そして、2020年8月20日、東京・新宿のエルタワー店を「蕎麦処 三間堂」としてリニューアルオープン。新宿の高層オフィスビルの地下にあり、店内は落ち着いた和の雰囲気で、個室と半個室で構成され、男性ビジネス層を中心に多くの常連客でにぎわっていた。ただ、仕切りを外せば大人数にも対応できるため、企業の宴会利用が多く、その需要が消えたコロナ禍のダメージは大きかった。そこで、「内装はそのまま生かし、急ピッチでメニューの考案と改訂を行いました」(白戸氏)と、リニューアル決定後、約1カ月でオープンにこぎつけた。

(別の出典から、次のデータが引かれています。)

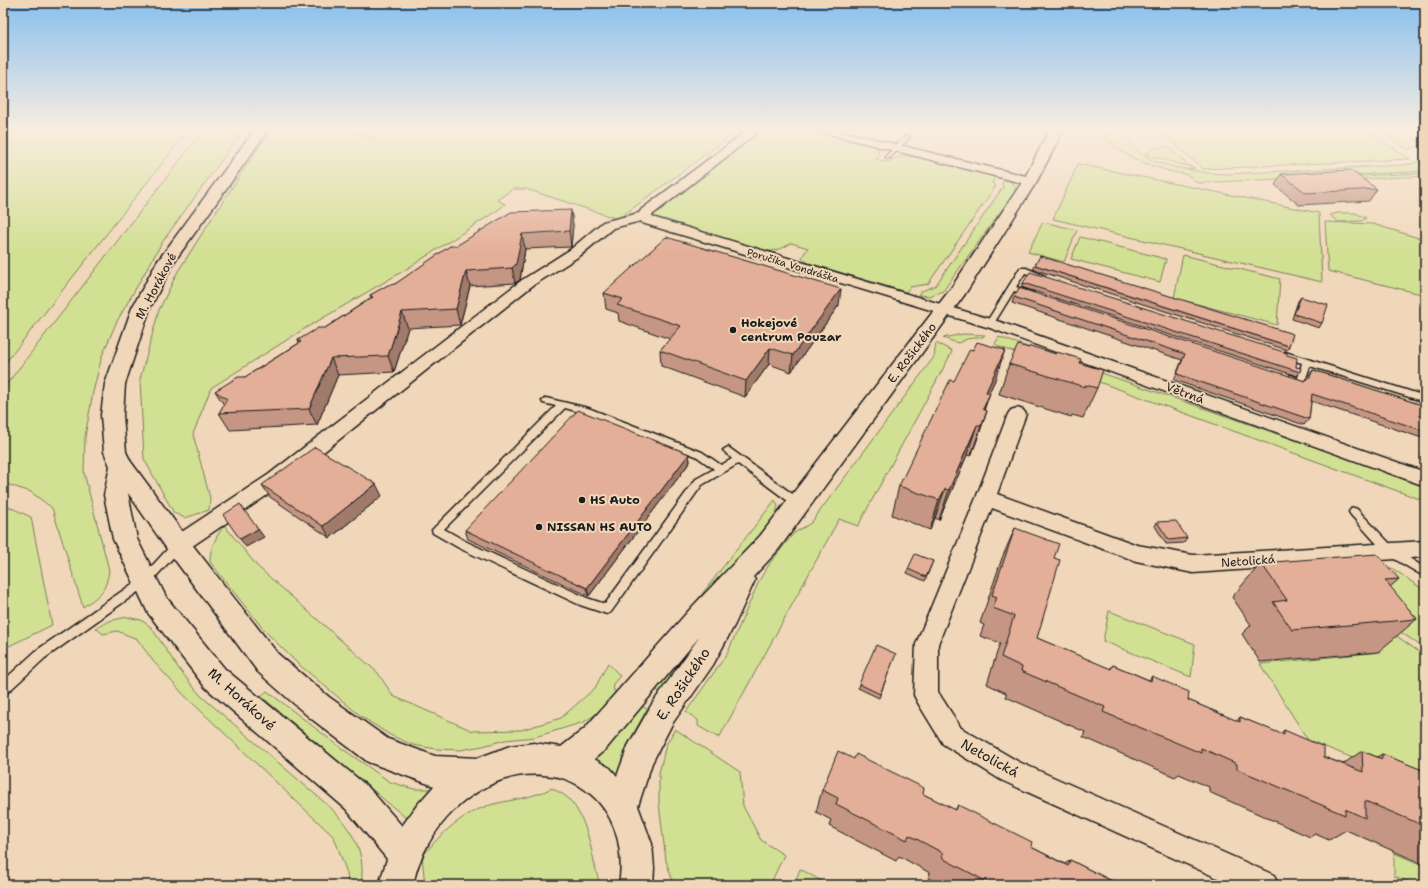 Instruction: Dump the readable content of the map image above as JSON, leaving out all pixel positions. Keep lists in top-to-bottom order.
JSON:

リニューアル後は、これまで1種類のみだったそばを時間やシーンに合わせて提案できるよう、そば粉の配合・食感・太さを変えた3種類を用意。ほどよい硬さで食べ応えがある「藪そば」は、ランチ一番人気のそばと小丼のセットなど、グランドメニューのほとんどに使用。そのほか、太くてコシが強い「平打ち」と、石臼挽きのそば粉を使い、のどごしが良い「細打ち」のどちらかを選べるメニューも用意。食事メインの人には「平打ち」、飲んだ後のシメには「細打ち」をおすすめしている。現在、そばメニューは30種以上用意し、「かけそば」(700円)など定番のほか、板そばを3種類のつけだれで味わう「三昧そば」(1300円)、ぜいたくなウニソースをかけた「磯雪そば うにソース」(1100円)、パスタ風の「大葉じぇのべーぜ」(1000円)など、創作そばも新たに投入。価格は700~1500円とリーズナブルに設定している。

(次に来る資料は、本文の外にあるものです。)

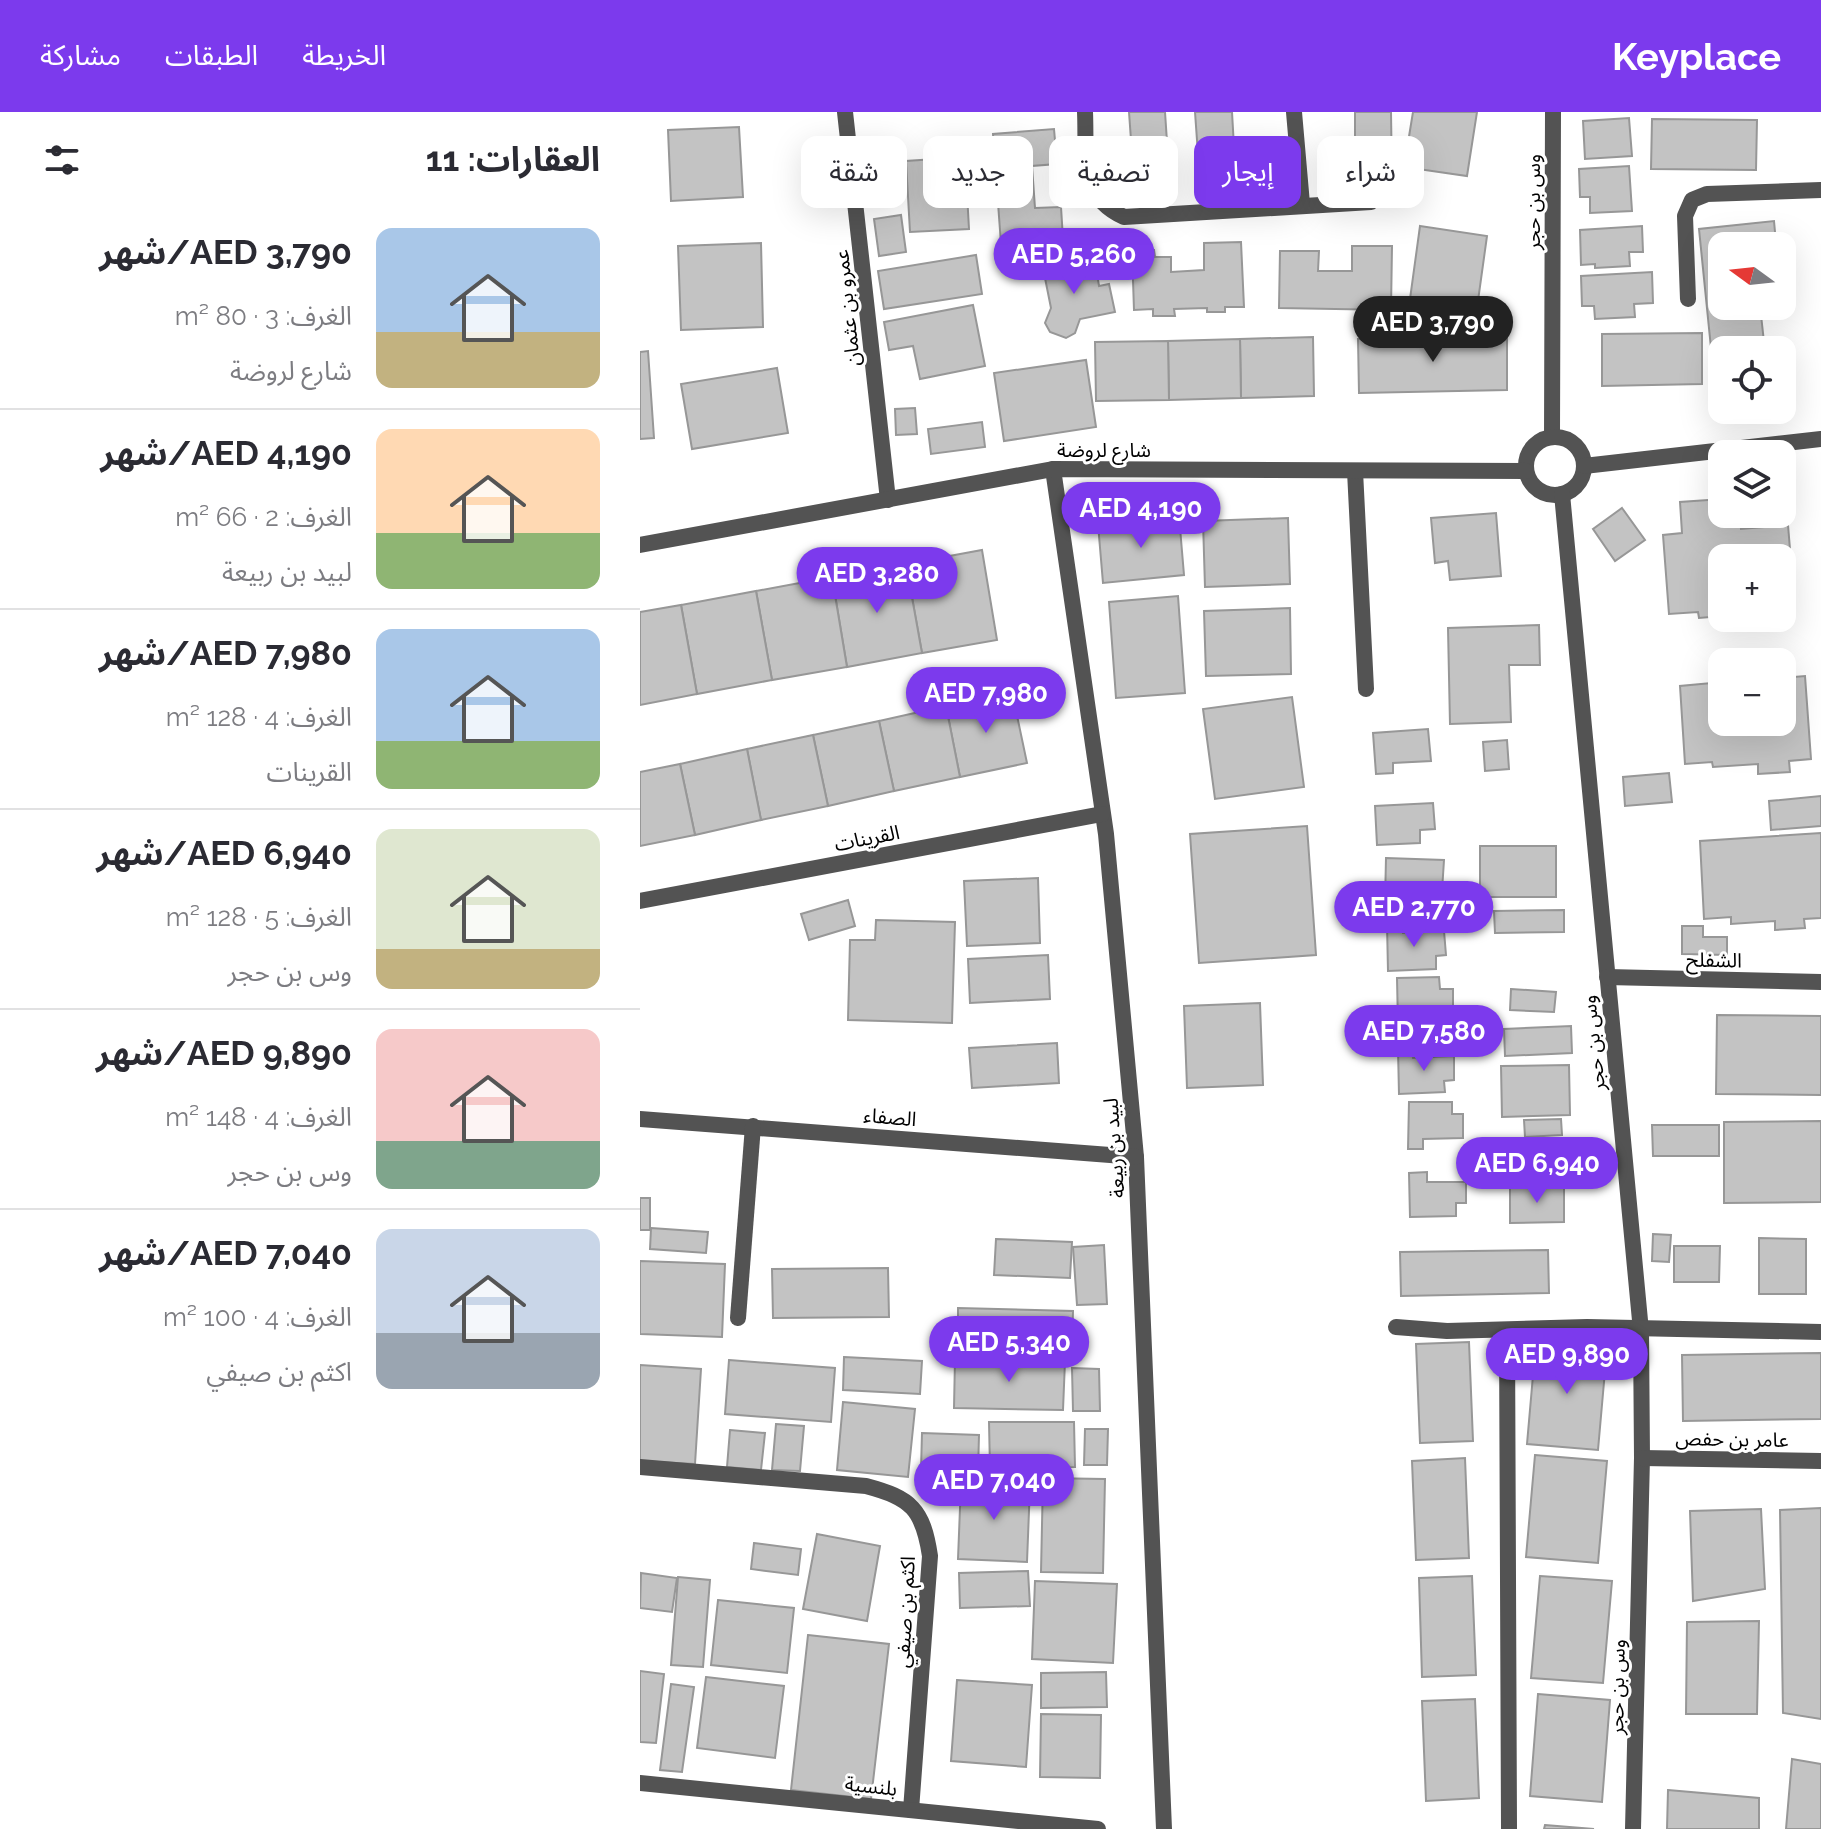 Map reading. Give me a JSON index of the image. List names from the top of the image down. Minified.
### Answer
{"streets":{"street":["وس بن حجر","عمرو بن عثمان","شارع لروضة","القرينات","الشفلح","الصفاء","لبيد بن ربيعة","عامر بن حفص","اكثم بن صيفي","بلنسية"]},"crossings":[["وس بن حجر","شارع لروضة"],["وس بن حجر","الشفلح"],["وس بن حجر","عامر بن حفص"],["عمرو بن عثمان","شارع لروضة"],["شارع لروضة","لبيد بن ربيعة"],["القرينات","لبيد بن ربيعة"],["الصفاء","لبيد بن ربيعة"],["اكثم بن صيفي","بلنسية"]],"north":"left","page":{"header":"Keyplace","nav":["الخريطة","الطبقات","مشاركة"],"heading":"العقارات: 11","chip":["شراء","إيجار","تصفية","جديد","شقة"],"list":[{"name":"AED 3,790/شهر","note":"الغرف: 3 · 80 m² · شارع لروضة"},{"name":"AED 4,190/شهر","note":"الغرف: 2 · 66 m² · لبيد بن ربيعة"},{"name":"AED 7,980/شهر","note":"الغرف: 4 · 128 m² · القرينات"},{"name":"AED 6,940/شهر","note":"الغرف: 5 · 128 m² · وس بن حجر"},{"name":"AED 9,890/شهر","note":"الغرف: 4 · 148 m² · وس بن حجر"},{"name":"AED 7,040/شهر","note":"الغرف: 4 · 100 m² · اكثم بن صيفي"}],"price":["AED 5,260","AED 3,790","AED 4,190","AED 3,280","AED 7,980","AED 2,770","AED 7,580","AED 6,940","AED 5,340","AED 9,890","AED 7,040"],"map_buttons":["+","−"]}}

オフィス街に人が戻ってくるに伴い、特にランチの利用者が増加。「そばが本格的でおいしいという声も多くいただき、そば好きの新しいお客様も増えました。食事で使えるそば専門店という認識が高まっていると感じています」と、店長の松下充氏もリニューアル後の手応えを語る。「そばの種類を迷っているお客様には、それぞれの食感など特徴を説明し、コミュニケーションのきっかけにしています」(松下氏)。また、想定以上に女性が増えたことから、メニューブックには女性に人気のある創作そばの写真を入れてアピールする。「狙い通り客数は伸びていますが、売上の80%がランチで、夜も6~7割が食事目的。以前は夜の客単価は3500円でしたが、現在は1日を通して1500~1600円にとどまっています」(白戸氏)と課題もある。

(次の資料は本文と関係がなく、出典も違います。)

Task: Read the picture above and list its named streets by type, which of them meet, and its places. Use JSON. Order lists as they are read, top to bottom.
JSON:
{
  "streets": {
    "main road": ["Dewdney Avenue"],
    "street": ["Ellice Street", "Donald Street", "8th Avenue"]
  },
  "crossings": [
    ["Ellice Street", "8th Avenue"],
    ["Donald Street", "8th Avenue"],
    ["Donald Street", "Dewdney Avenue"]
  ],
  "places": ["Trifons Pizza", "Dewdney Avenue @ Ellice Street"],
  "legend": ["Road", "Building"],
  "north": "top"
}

年末年始に向けてコースも用意しているが、これまでのようにビジネス層の大人数での宴会は期待できない。「少人数の宴会は増えているので、当日でもコースの注文をお受けしつつ、お一人様にも対応できるようにしています。また、2時間1500円の飲み放題は、アラカルトのお客様にも提供しています」(松下氏)と、満足度を高める取り組みを実施。現在、新宿エルタワー店に続き、赤坂店、丸の内店もオフィス街での食事利用の集客力を高めようと「蕎麦処 三間堂」にリニューアル。蕎麦専門店として着実に認知度を上げている。
【Store Brand】蕎麦処 三間堂
1998年に1号店がオープンした「地酒とそば・京風おでん 三間堂」を、シメで好評だったそばに着目し、本格的なそばを楽しめる業態としてリニューアル。「藪そば」「細打ち」「平打ち」の3種を用意し、丼や天ぷらのほか一品料理も提供。現在、新宿エルタワー店、赤坂店、丸の内店と展開。
既存店舗を有効に活用し、稼働率と売上向上を図る
コロナ禍で増える食事需要を取り込むもう一つの試みが、売上が苦戦して客席の稼働率が低い既存の居酒屋業態に、食事需要に特化した新業態を併設する“完全セパレートの間借り営業”。それが2020年9月29日、横浜・センター南駅近くにある居酒屋「いろはにほへと」店内に併設された「ハンバーグッド」だ。家では味わえないジューシーなハンバーグを、肩肘張らずに箸でカジュアルに楽しんでほしいという思いから開発した新業態で、主に近隣住民のランチ利用や、単身者の夕食などの利用を想定。「肉を挽いてこねる作業などを全て店内で行うことで、原価を抑えました」と白戸氏。客席だけでなく、厨房やスタッフも「いろはにほへと」と共用し、「店舗を有効活用して客席を埋め、売上を上げることが目的です。販促面でも店を知ってもらうための窓口を2つに増やすことで、集客力を高める効果を期待できます」(白戸氏)と説明する。スタッフは来店客に入口で「居酒屋の利用ですか?ハンバーグですか?」と聞いてから席に案内。売りの「グッドハンバーグ」(1100円)や「レディースセット」(1430円)などが人気で、オープン直後から予想以上に地元のファミリーや女性グループなどが多数来店。そのため、早くも11月26日には、新宿駅東口のビル内にある「いろはにほへと」の店内に2号店をオープンした。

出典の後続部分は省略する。